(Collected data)
BEGIN

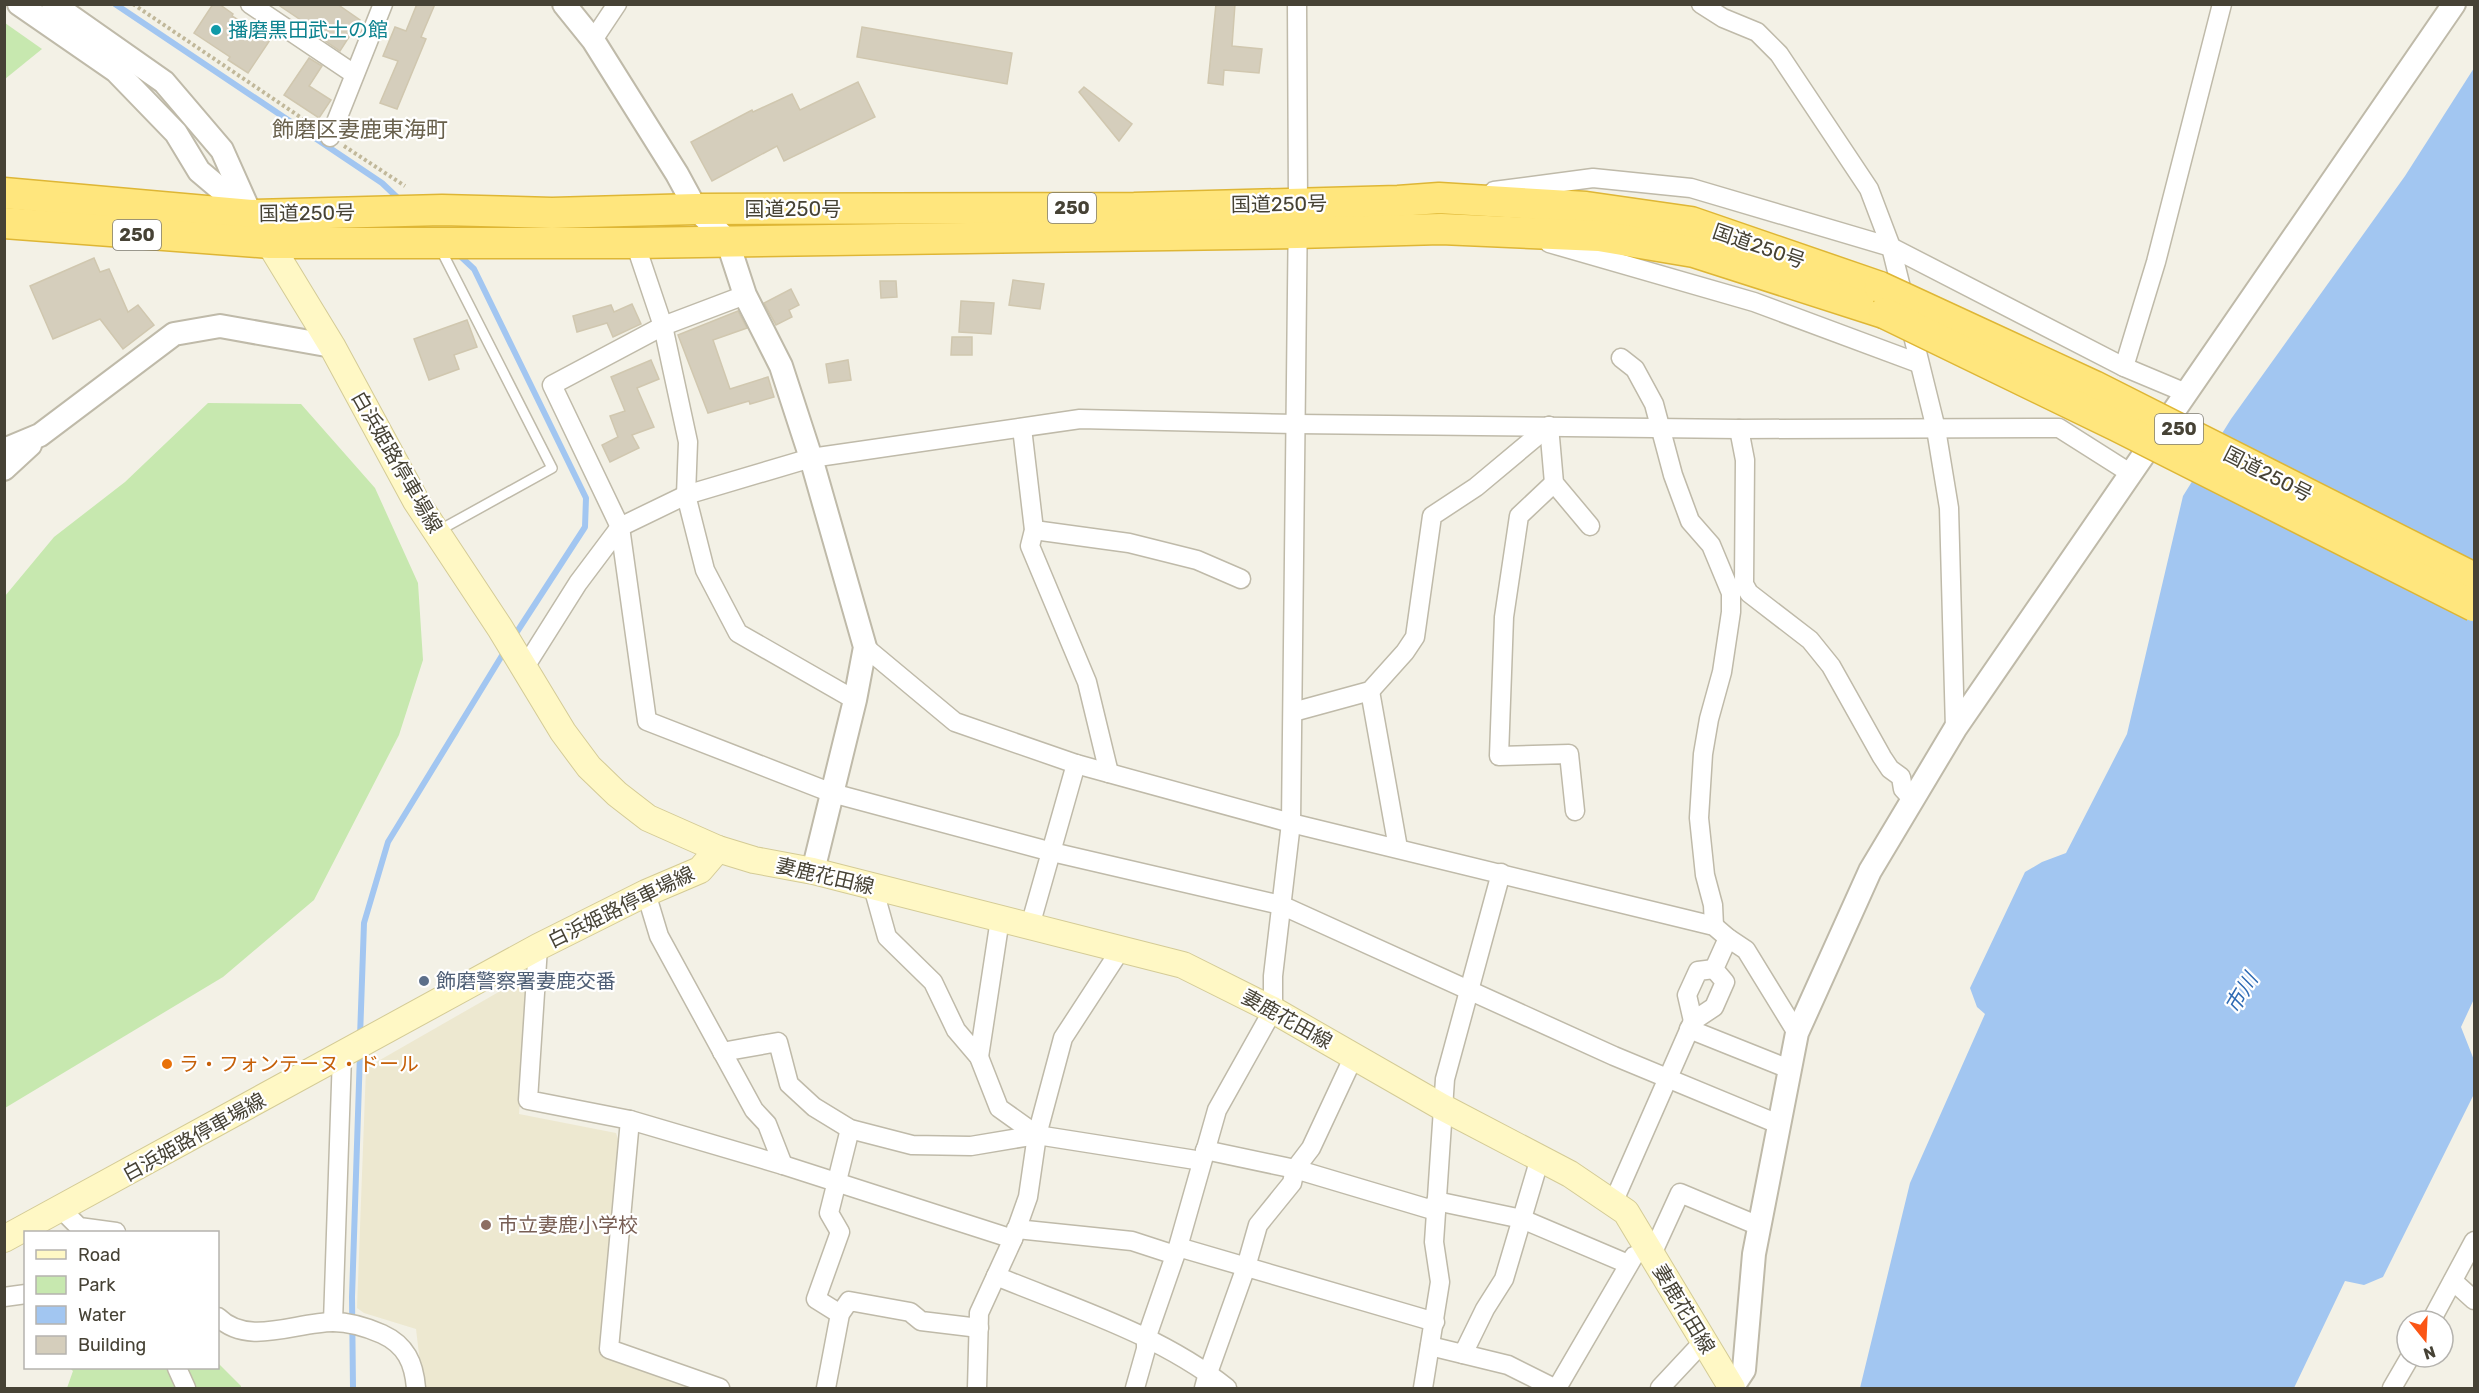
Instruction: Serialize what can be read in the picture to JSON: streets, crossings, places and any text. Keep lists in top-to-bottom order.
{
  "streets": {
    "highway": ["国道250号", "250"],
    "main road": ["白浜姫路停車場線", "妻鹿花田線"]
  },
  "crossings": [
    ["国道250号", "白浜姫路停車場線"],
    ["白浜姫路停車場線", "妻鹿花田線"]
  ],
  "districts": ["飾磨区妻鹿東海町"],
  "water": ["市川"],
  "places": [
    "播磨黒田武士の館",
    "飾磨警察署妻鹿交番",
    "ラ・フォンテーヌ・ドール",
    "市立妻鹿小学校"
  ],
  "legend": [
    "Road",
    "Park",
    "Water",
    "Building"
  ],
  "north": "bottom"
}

END

**Try it**:
Repeat the preceding records precisely, and leave every picture out of the copy.

**Exercise solution**:
Instruction: Serialize what can be read in the picture to JSON: streets, crossings, places and any text. Keep lists in top-to-bottom order.
{
  "streets": {
    "highway": ["国道250号", "250"],
    "main road": ["白浜姫路停車場線", "妻鹿花田線"]
  },
  "crossings": [
    ["国道250号", "白浜姫路停車場線"],
    ["白浜姫路停車場線", "妻鹿花田線"]
  ],
  "districts": ["飾磨区妻鹿東海町"],
  "water": ["市川"],
  "places": [
    "播磨黒田武士の館",
    "飾磨警察署妻鹿交番",
    "ラ・フォンテーヌ・ドール",
    "市立妻鹿小学校"
  ],
  "legend": [
    "Road",
    "Park",
    "Water",
    "Building"
  ],
  "north": "bottom"
}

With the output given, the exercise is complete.